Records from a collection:

______

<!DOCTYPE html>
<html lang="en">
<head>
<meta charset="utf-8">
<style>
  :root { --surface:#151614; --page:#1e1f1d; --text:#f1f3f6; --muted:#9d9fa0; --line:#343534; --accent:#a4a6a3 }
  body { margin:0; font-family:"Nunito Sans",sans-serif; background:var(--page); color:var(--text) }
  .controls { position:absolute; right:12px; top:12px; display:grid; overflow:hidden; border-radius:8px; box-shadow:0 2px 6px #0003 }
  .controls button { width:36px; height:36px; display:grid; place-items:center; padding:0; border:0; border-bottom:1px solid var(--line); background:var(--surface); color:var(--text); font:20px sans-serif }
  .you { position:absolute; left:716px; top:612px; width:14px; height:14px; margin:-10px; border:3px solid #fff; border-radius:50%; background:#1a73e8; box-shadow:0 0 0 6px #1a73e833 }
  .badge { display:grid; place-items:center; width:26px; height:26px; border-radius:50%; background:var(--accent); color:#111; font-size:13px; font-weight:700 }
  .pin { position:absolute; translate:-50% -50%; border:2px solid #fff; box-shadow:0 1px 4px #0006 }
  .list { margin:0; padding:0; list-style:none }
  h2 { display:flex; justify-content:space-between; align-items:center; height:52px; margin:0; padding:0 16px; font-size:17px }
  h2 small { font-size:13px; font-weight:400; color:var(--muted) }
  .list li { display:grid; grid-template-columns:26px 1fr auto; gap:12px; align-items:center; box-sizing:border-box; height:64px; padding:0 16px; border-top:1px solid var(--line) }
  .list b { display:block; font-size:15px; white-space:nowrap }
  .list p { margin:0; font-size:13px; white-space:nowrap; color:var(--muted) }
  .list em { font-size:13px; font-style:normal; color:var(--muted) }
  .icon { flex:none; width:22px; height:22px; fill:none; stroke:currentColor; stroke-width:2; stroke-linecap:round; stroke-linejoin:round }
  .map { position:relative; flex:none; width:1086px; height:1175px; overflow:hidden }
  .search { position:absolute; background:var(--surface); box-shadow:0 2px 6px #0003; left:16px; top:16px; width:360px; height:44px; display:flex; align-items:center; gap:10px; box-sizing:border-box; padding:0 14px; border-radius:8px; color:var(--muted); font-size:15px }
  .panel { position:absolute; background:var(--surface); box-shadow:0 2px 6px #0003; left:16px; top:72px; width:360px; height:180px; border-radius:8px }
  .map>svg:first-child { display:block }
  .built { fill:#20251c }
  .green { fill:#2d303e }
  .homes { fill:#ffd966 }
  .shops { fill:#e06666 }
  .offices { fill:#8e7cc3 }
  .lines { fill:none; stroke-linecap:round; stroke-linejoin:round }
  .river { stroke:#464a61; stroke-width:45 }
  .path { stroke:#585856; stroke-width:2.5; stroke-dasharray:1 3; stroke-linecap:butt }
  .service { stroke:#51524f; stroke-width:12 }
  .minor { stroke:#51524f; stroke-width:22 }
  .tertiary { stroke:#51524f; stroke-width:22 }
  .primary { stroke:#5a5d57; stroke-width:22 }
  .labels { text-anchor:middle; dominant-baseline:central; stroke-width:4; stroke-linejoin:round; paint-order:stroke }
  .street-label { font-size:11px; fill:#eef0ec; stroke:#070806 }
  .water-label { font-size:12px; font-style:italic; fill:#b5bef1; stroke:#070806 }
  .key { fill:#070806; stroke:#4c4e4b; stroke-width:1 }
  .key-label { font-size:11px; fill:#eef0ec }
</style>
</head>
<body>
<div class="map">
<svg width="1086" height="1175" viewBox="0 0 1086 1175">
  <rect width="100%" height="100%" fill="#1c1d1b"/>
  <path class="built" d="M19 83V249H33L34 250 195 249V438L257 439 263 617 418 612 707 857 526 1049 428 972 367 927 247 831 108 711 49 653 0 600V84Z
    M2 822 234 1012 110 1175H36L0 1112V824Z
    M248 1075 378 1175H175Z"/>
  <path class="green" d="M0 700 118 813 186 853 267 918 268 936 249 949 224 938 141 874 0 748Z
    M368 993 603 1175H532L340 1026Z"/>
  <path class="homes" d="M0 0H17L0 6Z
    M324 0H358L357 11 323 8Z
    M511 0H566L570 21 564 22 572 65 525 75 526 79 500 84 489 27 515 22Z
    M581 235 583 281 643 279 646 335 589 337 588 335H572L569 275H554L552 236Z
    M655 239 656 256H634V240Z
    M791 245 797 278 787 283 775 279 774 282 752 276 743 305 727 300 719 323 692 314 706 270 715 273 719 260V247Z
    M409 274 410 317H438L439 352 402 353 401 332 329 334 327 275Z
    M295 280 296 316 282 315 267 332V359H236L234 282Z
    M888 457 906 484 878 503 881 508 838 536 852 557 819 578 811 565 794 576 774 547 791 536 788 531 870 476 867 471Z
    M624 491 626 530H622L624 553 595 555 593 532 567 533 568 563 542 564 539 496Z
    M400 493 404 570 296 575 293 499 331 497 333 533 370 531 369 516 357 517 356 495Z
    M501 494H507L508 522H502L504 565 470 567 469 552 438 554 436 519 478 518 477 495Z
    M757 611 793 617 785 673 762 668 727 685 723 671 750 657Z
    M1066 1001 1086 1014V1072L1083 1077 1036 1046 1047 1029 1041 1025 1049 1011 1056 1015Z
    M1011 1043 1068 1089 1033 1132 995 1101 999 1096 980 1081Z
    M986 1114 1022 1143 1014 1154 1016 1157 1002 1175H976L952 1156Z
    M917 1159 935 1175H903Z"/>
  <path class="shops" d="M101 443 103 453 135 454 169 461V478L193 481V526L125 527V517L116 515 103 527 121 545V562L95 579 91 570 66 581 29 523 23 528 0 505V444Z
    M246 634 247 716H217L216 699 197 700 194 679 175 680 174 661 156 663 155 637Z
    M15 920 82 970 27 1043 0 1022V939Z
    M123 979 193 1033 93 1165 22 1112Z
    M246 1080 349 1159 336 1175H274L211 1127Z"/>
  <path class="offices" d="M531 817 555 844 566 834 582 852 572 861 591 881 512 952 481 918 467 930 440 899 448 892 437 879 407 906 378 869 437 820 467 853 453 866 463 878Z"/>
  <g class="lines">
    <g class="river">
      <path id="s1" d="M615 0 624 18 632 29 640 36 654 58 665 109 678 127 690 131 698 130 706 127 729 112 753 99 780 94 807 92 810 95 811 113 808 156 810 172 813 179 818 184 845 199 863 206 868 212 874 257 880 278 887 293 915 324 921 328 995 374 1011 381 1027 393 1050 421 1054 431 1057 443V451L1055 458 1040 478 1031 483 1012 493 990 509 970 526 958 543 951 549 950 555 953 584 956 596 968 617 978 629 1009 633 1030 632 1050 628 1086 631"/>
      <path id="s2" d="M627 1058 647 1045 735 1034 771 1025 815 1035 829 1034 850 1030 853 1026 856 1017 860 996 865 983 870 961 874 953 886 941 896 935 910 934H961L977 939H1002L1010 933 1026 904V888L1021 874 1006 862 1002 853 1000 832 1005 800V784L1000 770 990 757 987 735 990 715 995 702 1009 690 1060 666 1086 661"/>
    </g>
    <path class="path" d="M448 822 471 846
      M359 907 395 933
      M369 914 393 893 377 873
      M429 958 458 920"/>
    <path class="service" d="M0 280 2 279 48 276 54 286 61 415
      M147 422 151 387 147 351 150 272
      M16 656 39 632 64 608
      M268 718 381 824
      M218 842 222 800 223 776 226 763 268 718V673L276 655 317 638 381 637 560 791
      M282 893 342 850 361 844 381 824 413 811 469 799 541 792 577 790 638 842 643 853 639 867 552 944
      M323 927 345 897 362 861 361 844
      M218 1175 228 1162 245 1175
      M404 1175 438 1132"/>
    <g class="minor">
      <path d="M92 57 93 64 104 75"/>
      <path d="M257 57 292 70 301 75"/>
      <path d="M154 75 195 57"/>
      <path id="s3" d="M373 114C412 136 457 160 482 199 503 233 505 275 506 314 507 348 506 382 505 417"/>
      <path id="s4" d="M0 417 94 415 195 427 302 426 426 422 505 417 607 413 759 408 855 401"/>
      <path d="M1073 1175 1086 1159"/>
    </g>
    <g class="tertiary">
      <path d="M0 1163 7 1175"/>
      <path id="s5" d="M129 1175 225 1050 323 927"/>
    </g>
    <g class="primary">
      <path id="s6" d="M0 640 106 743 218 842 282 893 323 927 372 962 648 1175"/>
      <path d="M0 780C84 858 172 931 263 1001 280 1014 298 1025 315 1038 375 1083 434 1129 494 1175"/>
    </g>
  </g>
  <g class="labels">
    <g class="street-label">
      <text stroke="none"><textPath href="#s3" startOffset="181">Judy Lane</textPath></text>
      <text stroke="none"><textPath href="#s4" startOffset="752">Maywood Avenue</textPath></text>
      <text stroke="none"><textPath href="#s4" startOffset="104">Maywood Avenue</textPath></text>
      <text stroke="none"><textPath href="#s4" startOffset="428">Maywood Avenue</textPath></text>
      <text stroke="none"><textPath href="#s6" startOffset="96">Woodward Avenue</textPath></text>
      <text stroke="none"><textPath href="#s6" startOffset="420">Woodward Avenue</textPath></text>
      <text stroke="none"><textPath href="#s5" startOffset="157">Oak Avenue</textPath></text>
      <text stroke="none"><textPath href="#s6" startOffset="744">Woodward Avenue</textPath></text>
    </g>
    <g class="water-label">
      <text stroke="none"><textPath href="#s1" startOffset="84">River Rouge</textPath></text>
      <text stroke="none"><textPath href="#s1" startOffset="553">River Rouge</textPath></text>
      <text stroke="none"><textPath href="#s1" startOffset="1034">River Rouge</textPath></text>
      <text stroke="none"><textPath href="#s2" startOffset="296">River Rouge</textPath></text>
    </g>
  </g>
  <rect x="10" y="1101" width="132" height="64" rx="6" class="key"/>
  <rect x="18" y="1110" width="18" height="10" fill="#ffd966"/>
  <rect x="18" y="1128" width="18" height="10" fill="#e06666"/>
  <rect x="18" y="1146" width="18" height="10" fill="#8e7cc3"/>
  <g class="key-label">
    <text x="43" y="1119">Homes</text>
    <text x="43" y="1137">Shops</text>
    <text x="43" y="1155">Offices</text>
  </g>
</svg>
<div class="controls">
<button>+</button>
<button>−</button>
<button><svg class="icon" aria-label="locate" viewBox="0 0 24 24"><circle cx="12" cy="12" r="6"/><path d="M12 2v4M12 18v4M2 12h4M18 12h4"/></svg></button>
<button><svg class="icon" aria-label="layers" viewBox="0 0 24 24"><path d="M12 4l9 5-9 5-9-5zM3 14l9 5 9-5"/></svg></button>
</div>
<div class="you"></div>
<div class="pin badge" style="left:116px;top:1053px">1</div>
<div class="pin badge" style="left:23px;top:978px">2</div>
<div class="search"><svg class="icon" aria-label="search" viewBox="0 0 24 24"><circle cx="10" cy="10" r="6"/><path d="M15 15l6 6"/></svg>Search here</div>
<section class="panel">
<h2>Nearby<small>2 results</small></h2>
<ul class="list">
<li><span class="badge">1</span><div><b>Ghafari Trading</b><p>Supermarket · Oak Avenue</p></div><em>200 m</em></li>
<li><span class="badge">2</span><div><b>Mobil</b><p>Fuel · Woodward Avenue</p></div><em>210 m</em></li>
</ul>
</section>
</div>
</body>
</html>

______

> Your objective: Your answer consists solely of the lines from the top of the records above through the line that contains "position:absolute; right:12px; top:12px;", each echoed exactly.

> Exercise result:
<!DOCTYPE html>
<html lang="en">
<head>
<meta charset="utf-8">
<style>
  :root { --surface:#151614; --page:#1e1f1d; --text:#f1f3f6; --muted:#9d9fa0; --line:#343534; --accent:#a4a6a3 }
  body { margin:0; font-family:"Nunito Sans",sans-serif; background:var(--page); color:var(--text) }
  .controls { position:absolute; right:12px; top:12px; display:grid; overflow:hidden; border-radius:8px; box-shadow:0 2px 6px #0003 }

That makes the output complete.